Submissions go through Google’s established bug hunter channels, and AI issues are triaged along with traditional security bugs. The program focuses on problems that can be verified and corrected, not speculative issues or content-policy debates.
Google AI Security Investment: $430K Already Paid
According to Google, ethical hackers have already pocketed more than $430,000 over the past two years by reporting AI-related security risks, and that was before this official program even existed. This new initiative simply formalizes the process and makes the rewards more transparent.

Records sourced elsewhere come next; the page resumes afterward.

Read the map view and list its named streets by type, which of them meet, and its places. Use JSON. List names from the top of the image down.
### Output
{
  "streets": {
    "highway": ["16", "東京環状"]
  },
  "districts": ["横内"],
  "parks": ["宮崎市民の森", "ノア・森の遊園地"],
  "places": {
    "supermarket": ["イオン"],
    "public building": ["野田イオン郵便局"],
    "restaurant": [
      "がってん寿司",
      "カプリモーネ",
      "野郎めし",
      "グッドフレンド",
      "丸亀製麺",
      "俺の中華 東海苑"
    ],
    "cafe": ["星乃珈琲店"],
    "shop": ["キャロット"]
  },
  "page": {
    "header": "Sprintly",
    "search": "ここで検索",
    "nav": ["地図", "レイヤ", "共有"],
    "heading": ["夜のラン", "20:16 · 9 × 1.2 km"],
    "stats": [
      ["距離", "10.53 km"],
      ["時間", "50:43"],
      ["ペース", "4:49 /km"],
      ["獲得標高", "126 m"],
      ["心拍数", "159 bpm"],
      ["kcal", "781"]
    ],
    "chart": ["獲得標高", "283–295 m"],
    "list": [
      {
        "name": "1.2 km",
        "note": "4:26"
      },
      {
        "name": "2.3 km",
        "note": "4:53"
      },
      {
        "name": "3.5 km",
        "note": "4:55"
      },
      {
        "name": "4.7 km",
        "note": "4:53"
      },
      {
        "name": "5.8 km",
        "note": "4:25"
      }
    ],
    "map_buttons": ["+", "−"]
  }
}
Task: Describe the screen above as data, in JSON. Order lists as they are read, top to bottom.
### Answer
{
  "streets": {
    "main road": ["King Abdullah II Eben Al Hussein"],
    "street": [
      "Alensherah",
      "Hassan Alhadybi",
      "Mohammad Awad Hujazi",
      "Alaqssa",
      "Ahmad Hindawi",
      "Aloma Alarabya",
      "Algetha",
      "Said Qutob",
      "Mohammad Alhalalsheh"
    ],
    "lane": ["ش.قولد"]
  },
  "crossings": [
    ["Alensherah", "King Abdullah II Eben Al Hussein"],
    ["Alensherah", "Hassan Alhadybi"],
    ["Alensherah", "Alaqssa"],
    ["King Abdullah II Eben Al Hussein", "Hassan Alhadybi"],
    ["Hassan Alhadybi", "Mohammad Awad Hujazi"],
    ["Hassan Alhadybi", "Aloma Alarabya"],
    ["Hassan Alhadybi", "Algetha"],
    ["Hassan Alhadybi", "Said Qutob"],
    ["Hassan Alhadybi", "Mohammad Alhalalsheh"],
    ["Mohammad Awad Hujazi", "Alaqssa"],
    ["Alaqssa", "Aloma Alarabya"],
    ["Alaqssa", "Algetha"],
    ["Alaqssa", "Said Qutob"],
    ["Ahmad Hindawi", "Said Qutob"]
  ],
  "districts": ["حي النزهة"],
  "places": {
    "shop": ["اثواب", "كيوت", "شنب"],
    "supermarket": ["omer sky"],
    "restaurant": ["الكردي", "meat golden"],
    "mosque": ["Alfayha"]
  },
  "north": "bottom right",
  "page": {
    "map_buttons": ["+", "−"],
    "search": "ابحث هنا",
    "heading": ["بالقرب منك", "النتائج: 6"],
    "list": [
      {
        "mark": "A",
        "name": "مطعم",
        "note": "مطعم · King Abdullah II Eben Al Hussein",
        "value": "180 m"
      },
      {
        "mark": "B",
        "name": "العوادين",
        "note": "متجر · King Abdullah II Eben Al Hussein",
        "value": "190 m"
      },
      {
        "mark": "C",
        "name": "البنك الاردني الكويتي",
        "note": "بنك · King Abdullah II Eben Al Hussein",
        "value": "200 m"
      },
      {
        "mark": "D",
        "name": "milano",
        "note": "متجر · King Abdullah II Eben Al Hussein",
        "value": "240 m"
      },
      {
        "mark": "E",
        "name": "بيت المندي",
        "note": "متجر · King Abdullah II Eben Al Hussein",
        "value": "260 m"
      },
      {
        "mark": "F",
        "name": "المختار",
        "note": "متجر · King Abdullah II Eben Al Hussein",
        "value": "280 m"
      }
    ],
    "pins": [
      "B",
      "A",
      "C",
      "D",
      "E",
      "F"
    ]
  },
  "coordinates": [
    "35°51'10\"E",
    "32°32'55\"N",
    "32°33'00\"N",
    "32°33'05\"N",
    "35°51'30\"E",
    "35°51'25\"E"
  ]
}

Google first added AI-related issues to its broader Vulnerability Reward Program in October 2023. The new dedicated AI Vulnerability Reward Program builds on these efforts with clearer rules and a focus on high-impact exploits.
Industry AI Security Trend: Following Competitors
Google is not the only one to formalize AI bug bounties. Other big vendors, such as Microsoft and OpenAI, have had programs to pay out for discoveries in AI assistants, plugins, and model integrations. The announcement came alongside CodeMender, Google’s new AI agent that can suggest patches for vulnerable code.
As AI becomes more integrated across consumer products, exploitation potential grows. Google hopes to pre-identify threats by discovering vulnerabilities before they’re utilized to attack people on a large real-world scale, making this program crucial for AI safety.